*Task instructions*.
Using the records below, count the lines with "symbols" in them. Give the number only.

(Material shown)

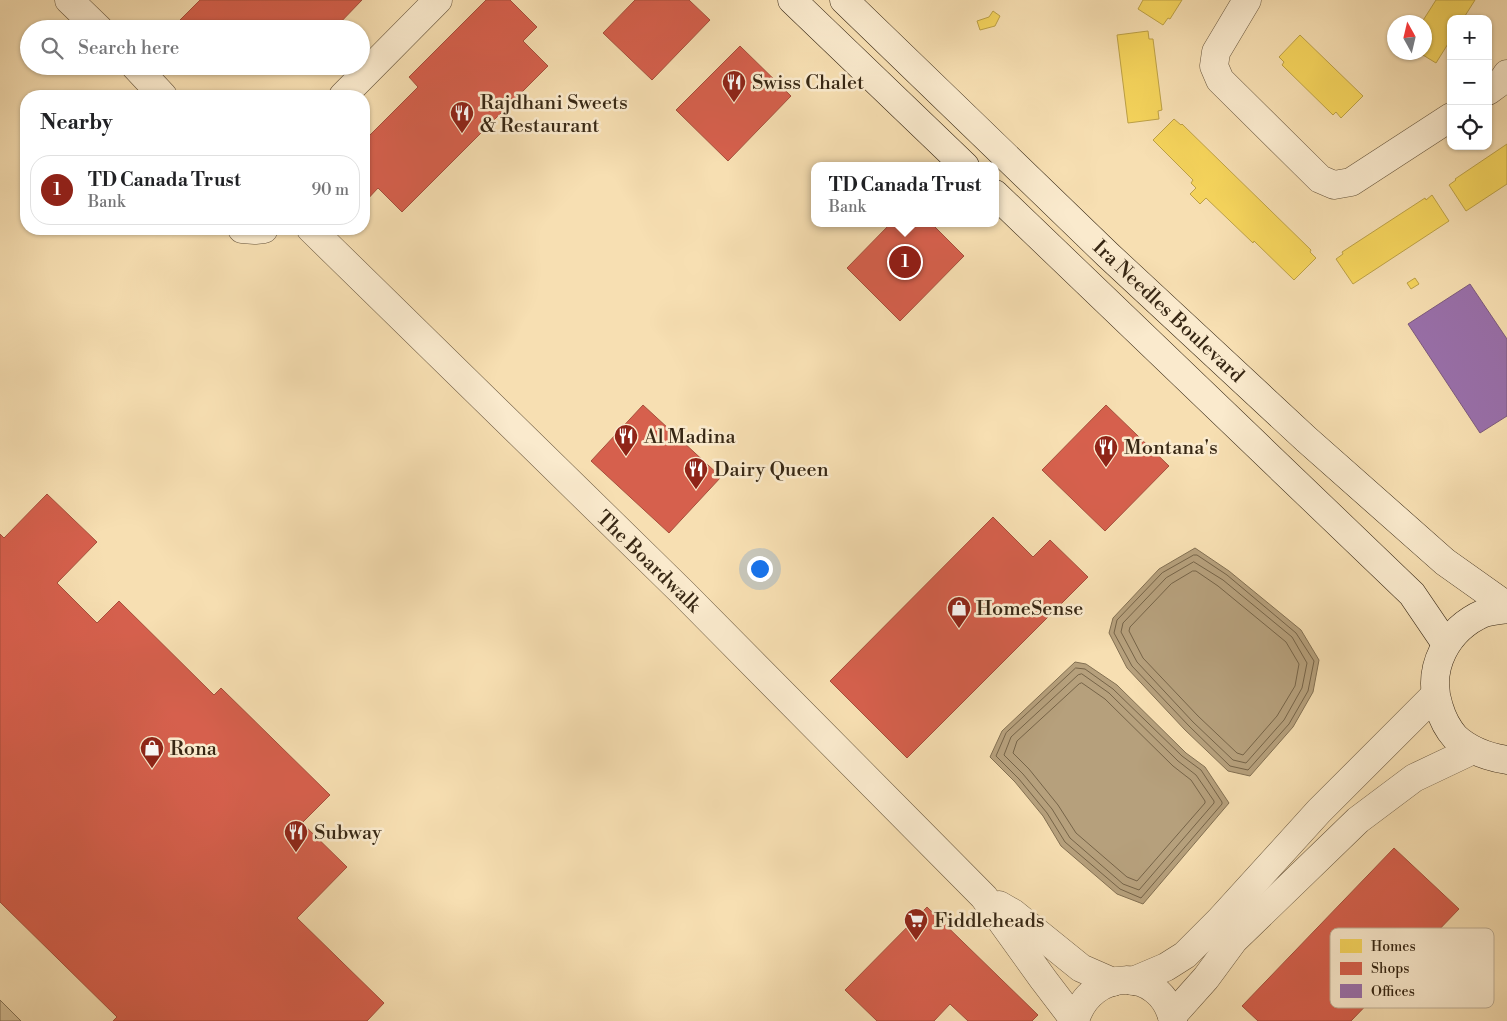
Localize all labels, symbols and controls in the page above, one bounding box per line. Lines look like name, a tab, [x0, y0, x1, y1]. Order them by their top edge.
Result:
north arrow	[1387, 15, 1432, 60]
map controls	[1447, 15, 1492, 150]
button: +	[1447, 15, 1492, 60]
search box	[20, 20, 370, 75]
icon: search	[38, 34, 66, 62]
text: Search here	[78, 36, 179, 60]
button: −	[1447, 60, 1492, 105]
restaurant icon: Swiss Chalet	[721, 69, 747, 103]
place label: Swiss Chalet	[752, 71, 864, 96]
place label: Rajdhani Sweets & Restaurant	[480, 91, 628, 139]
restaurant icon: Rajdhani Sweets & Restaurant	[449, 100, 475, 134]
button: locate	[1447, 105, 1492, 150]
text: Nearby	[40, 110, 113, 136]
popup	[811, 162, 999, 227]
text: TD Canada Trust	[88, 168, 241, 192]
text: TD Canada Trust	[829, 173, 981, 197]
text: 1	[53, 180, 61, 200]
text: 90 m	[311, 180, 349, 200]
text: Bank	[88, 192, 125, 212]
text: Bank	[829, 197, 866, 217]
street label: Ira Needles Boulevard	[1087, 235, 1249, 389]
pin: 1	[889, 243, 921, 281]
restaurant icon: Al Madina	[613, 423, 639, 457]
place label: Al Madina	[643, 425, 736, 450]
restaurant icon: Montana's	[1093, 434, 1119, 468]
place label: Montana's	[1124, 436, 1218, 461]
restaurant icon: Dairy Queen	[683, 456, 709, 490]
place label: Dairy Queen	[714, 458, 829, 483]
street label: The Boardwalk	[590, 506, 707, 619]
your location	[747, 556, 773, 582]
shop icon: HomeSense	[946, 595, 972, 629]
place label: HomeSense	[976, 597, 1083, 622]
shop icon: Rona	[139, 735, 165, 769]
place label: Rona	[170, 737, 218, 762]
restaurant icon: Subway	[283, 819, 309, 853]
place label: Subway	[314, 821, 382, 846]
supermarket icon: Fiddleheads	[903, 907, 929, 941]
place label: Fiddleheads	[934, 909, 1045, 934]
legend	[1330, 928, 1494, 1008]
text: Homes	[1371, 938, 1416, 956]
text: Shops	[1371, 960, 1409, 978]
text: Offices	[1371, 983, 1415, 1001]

(End Material shown)
(Material shown)

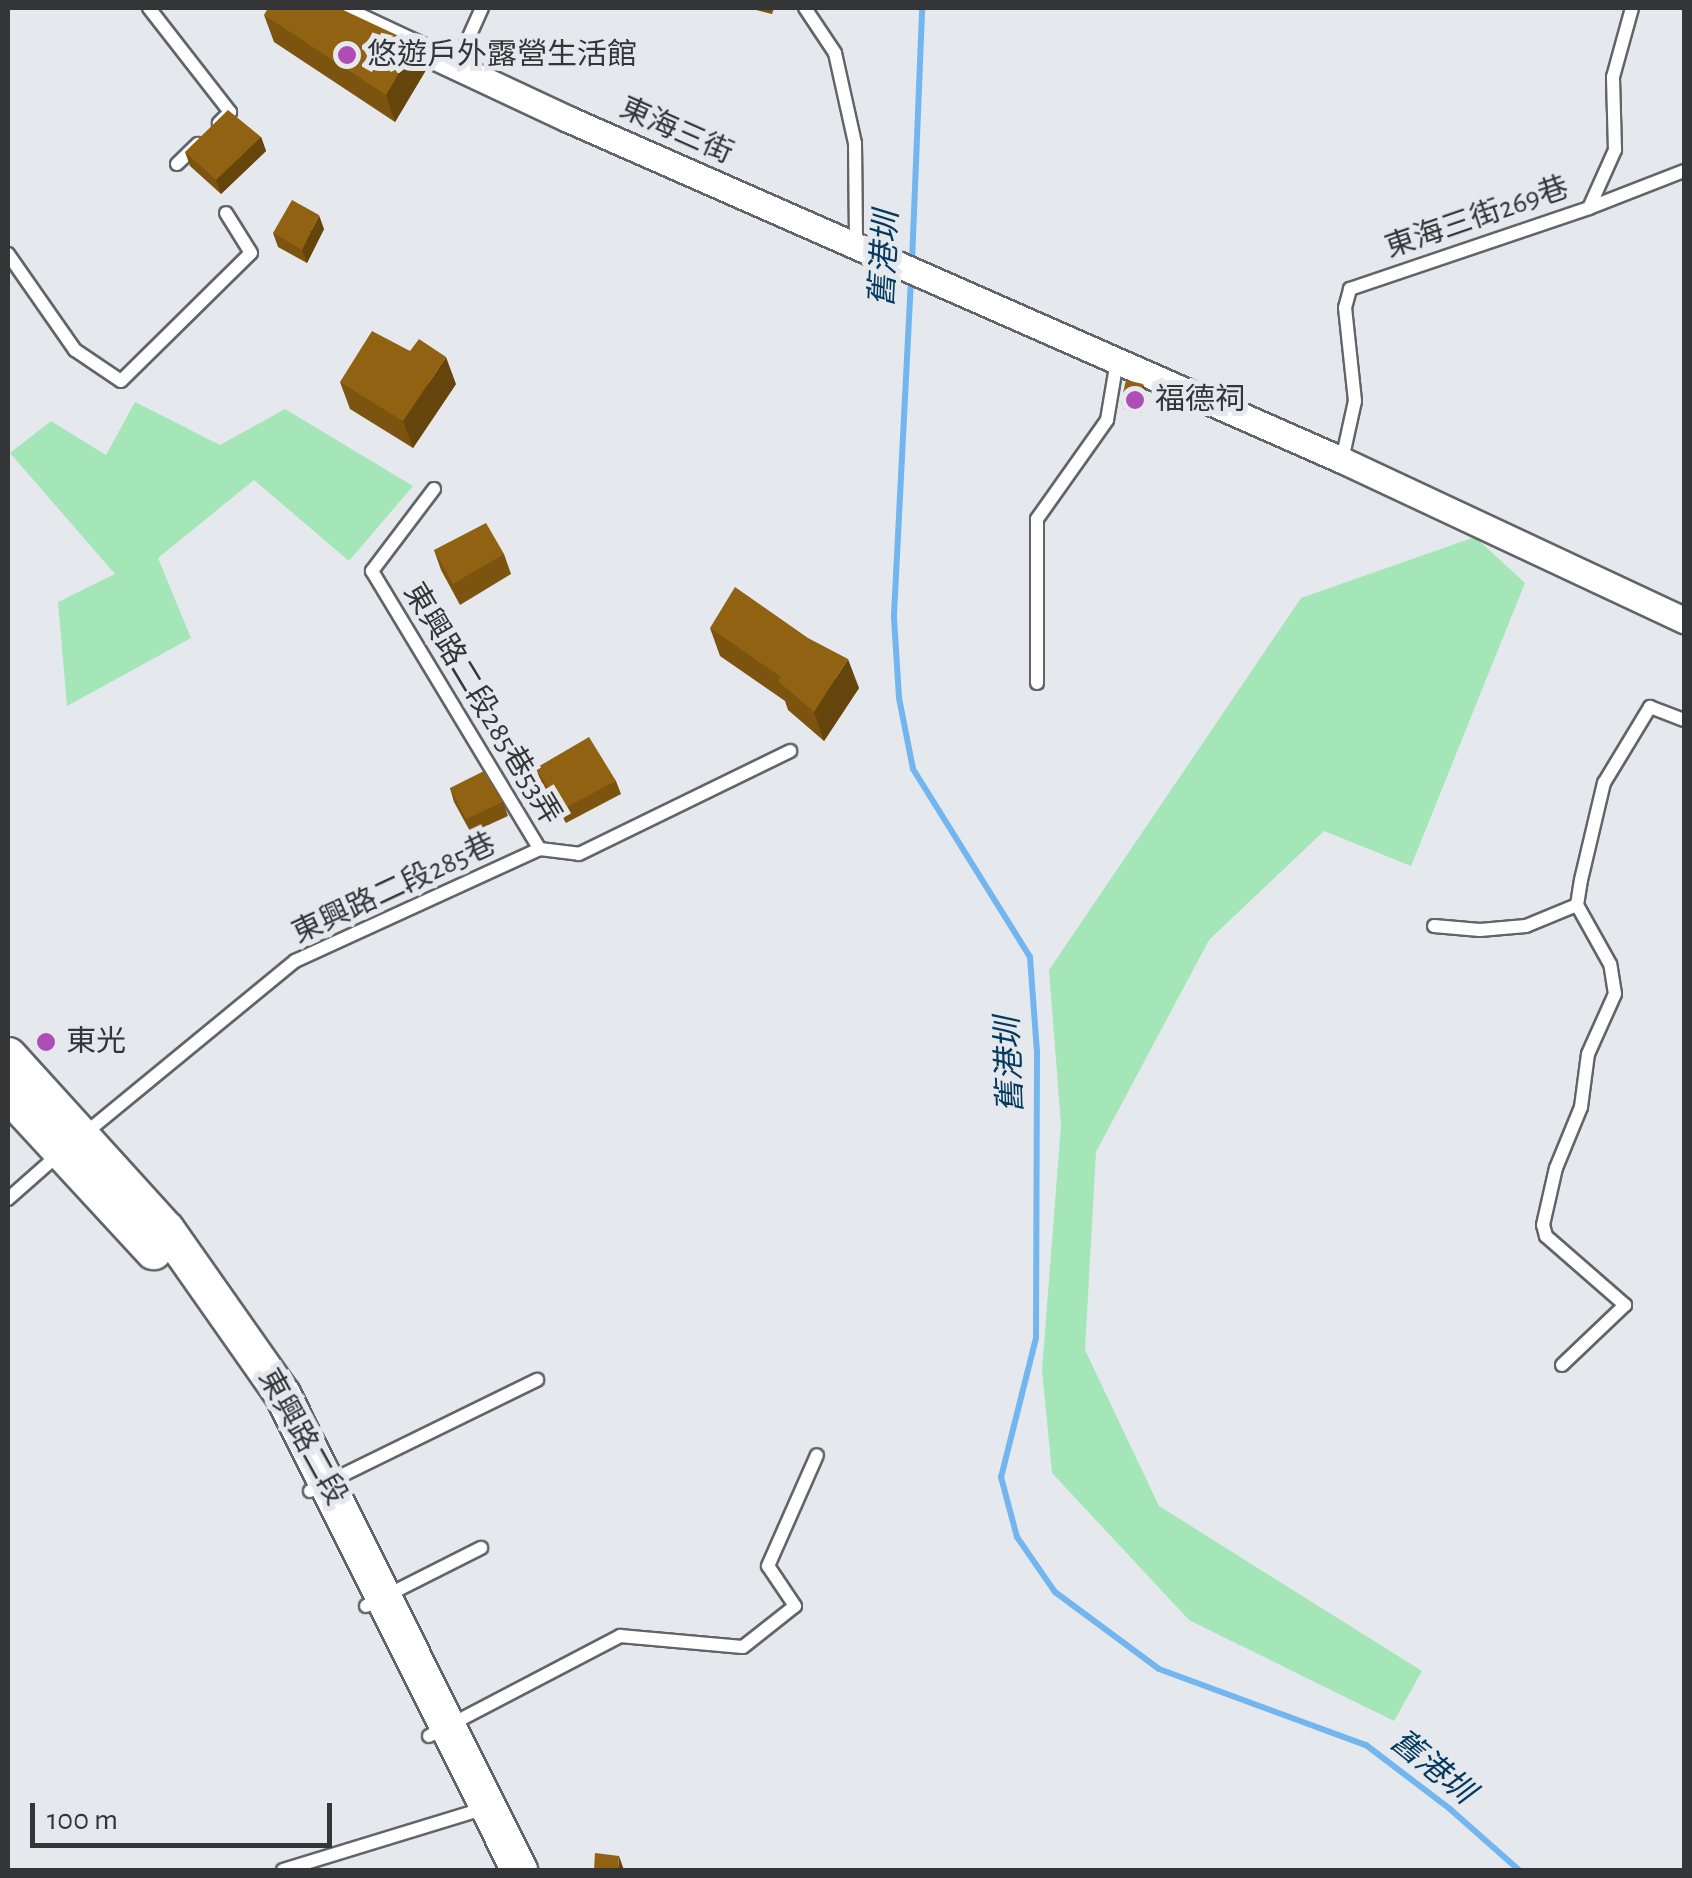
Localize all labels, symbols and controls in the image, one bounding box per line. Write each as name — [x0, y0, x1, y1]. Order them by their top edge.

(End Material shown)

*Reply*.
2